If we try to subtract a larger counting number from a smaller counting number we find that there are no members in the set of counting numbers to represent the answer in this situation. This extends the set of natural numbers to the set of integers: \(\mathbb{Z}=\{\ldots,-3,-2,-1,0,1,2,3, \ldots\} .\) The integers are represneted by the double barred \(Z\), for the German word for numbers-"zahlen." In the earliest appearances of negative numbers in the Chinese and Indian mathematical systems, negative values were often used to represent debt. Because Greek mathematics was based on Geometry, they did not use negative numbers.
Moving to multiplication and division, if we question the value of \(8 \div 2=4\) versus \(8 \div 3=?,\) we once again must expand our conception of numbers to allow for an answer to the second question \(8 \div 3=?\). Understanding ratios of whole numbers or Rational numbers allows solutions to such problems. The set of Rational numbers is represented by the double barred \(Q\), to represent a quotient:
\(\mathbb{Q}=\left\{\frac{a}{b}: a, b \in \mathbb{Z}\right\}\)
The Greek understanding of numbers mostly stopped here. They felt that all quantities could be represented as the ratio of whole numbers. The length of the diagonal of a square whose sides are of length 1 produced considerable consternation among the Pythagoreans as a result of this. Using the Pythagorean Theorem for the diagonal of a square whose sides are of length 1 shows that the diagonal would be \(c^{2}=1^{2}+1^{2}=2,\) thus \(c=\sqrt{2} .\) This number cannot be represented as a ratio of whole numbers. This new class of numbers adds the set
of irrational numbers to the existing set of rational numbers to create the Real numbers, represented with a double barred \(\mathrm{R}\) : \(\mathbb{R}\).
This hierarchy of numbers is often represented in the following diagram:
One of the best ways to conceptualize the Real number system is on the number line - every point on the number line corresponds to a unique Real number and every Real number corresponds to a unique position on the Real number line.
After the development of the printing press in the 15 th century, Fibonacci's Liber Abaci was translated into Italian from Latin and read throughout Italy.
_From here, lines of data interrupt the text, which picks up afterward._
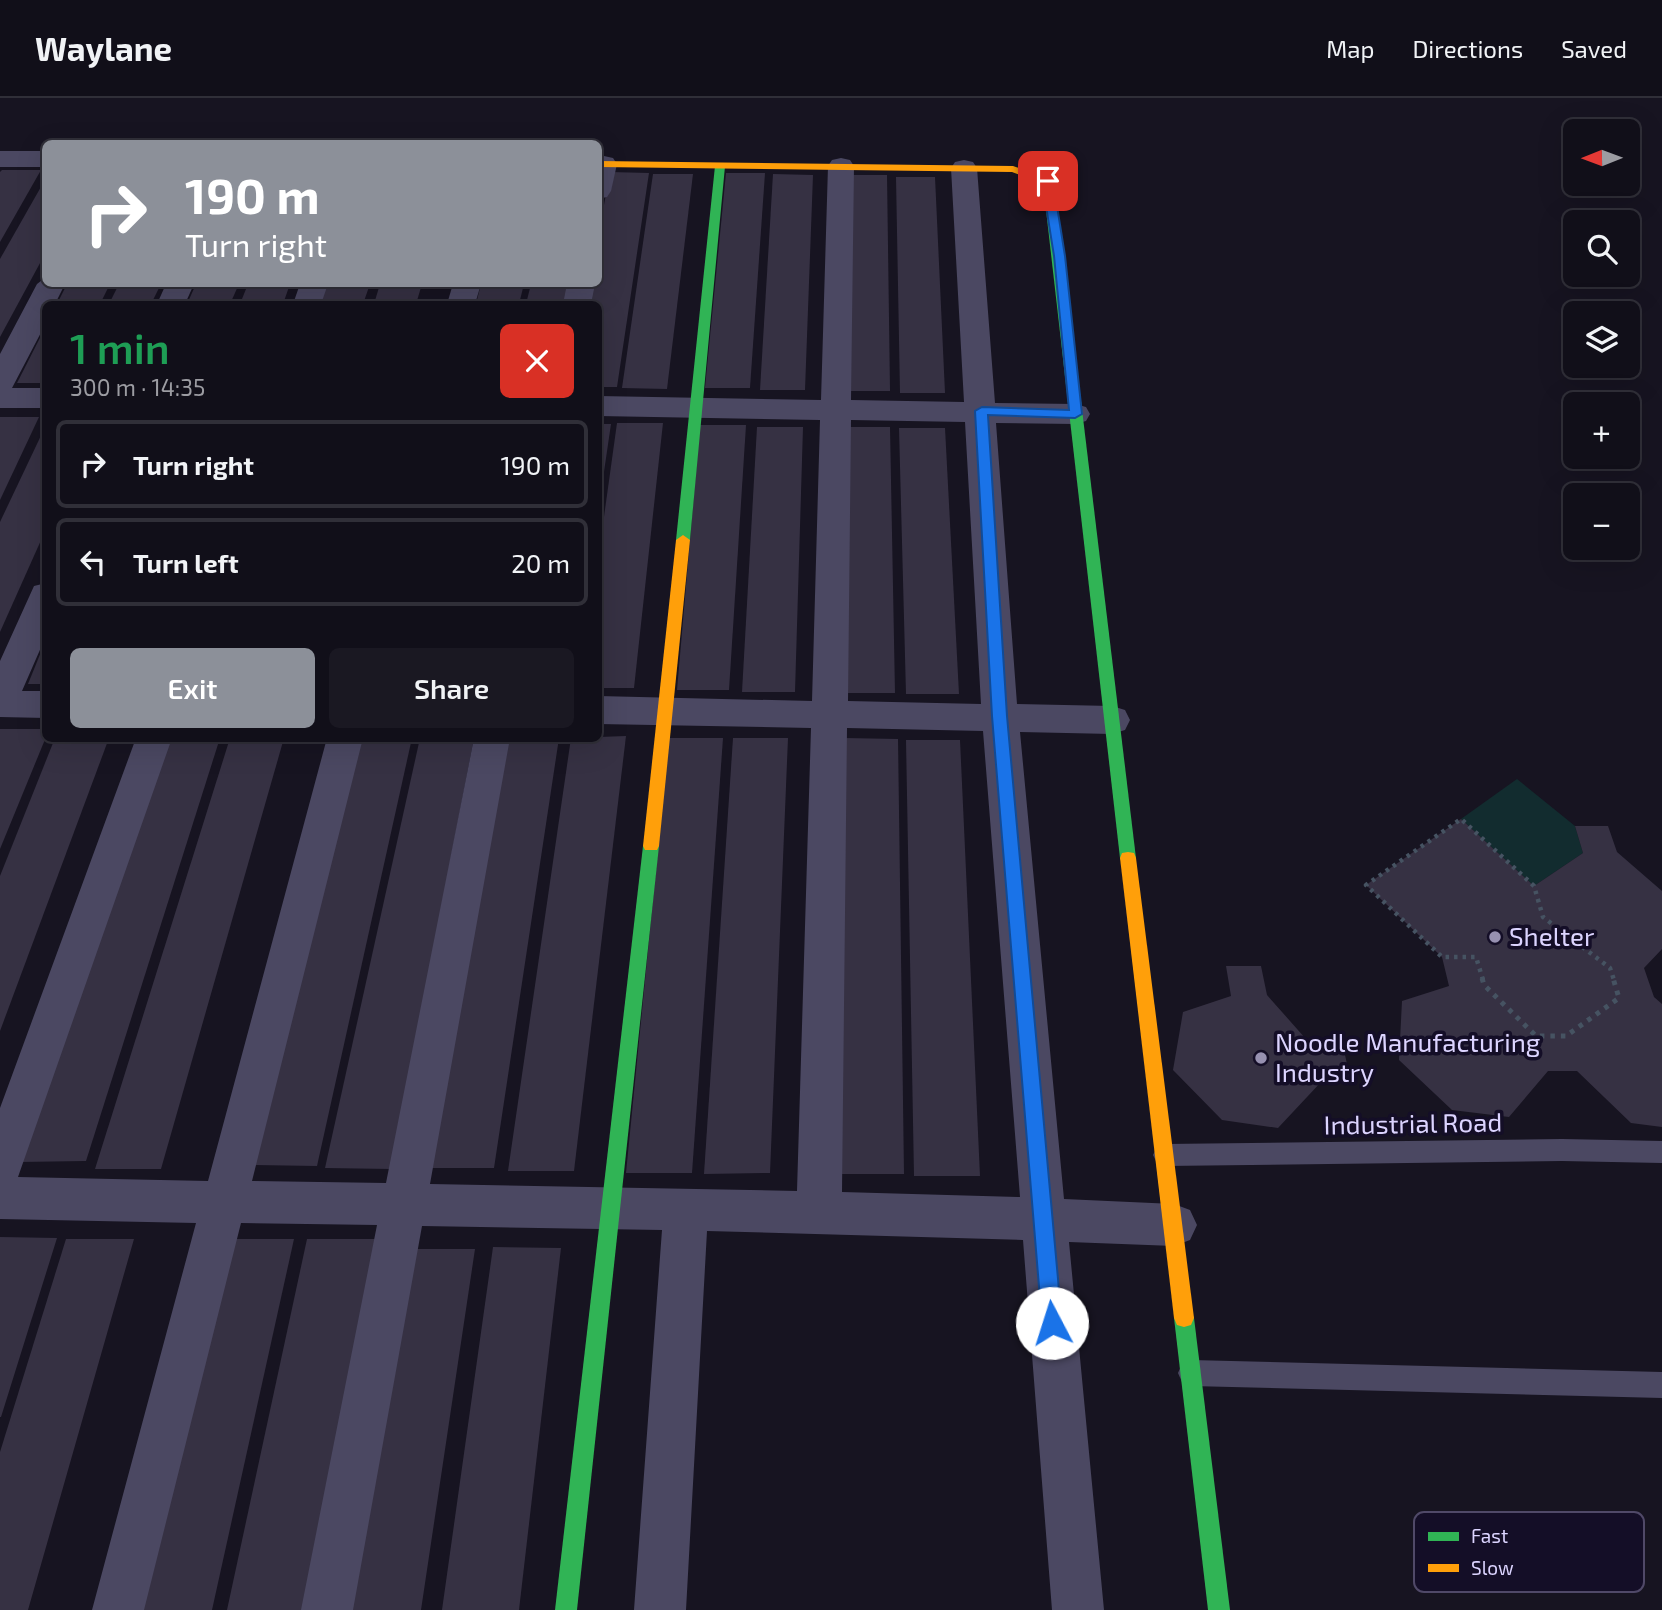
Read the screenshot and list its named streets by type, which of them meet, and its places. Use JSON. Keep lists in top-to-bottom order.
{
  "streets": {
    "lane": ["Industrial Road"]
  },
  "places": ["Shelter", "Noodle Manufacturing Industry"],
  "legend": ["Fast", "Slow"],
  "north": "left",
  "page": {
    "header": "Waylane",
    "nav": ["Map", "Directions", "Saved"],
    "map_buttons": ["+", "−"],
    "turn": ["190 m", "Turn right"],
    "heading": ["1 min", "300 m · 14:35"],
    "list": [
      {
        "name": "Turn right",
        "value": "190 m"
      },
      {
        "name": "Turn left",
        "value": "20 m"
      }
    ],
    "buttons": ["Exit", "Share"]
  }
}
As a result, Italy became a thriving center of mathematics until the 17 th century, when the center of European mathematics moved north to France, Germany and England.
Throughout the 1500 's Italian mathematicians such as Girolamo Cardano, Raphael Bombelli and Niccolo Fontana Tartaglia worked to extend the ideas in Fibonacci's book. They produced formulas to solve cubic ( \(x^{3}\) ), and quartic ( \(x^{4}\) ) degree equations. In solving some of these equations they found that their formulas sometimes produced negative values under a square root. None of the known number systems could accomodate this possibility. In Cardano's book on algebra Ars Magna, he encounters a problem which involves the square root of a negative number. He says, "It is clear that this case is impossible. Nevertheless we will work thus..." and he proceeds to compute a valid complex solution to the problem. Mathematicians eventually defined the complex unit \(\sqrt{-1}=i\) and then
devised a system in which all complex numbers are a combination of a Real part
\((a)\) and an "imaginary" part (bi).
The complex numbers are a two dimensional number system represented by the double barred \(C: \mathbb{C}=\{a+b i: a, b \in \mathbb{R}\},\) where \(i\) is the complex unit defined as \(i=\sqrt{-1} .\) Throughout the late 1700 's and early 1800 's mathematicians gradually moved towards a geometrical interpretation of the two-dimensional complex numbers. What is today known as the "Argand diagram" represents the real valued portion of a complex number along a horizontal axis and the multiple of the complex unit along the vertical axis.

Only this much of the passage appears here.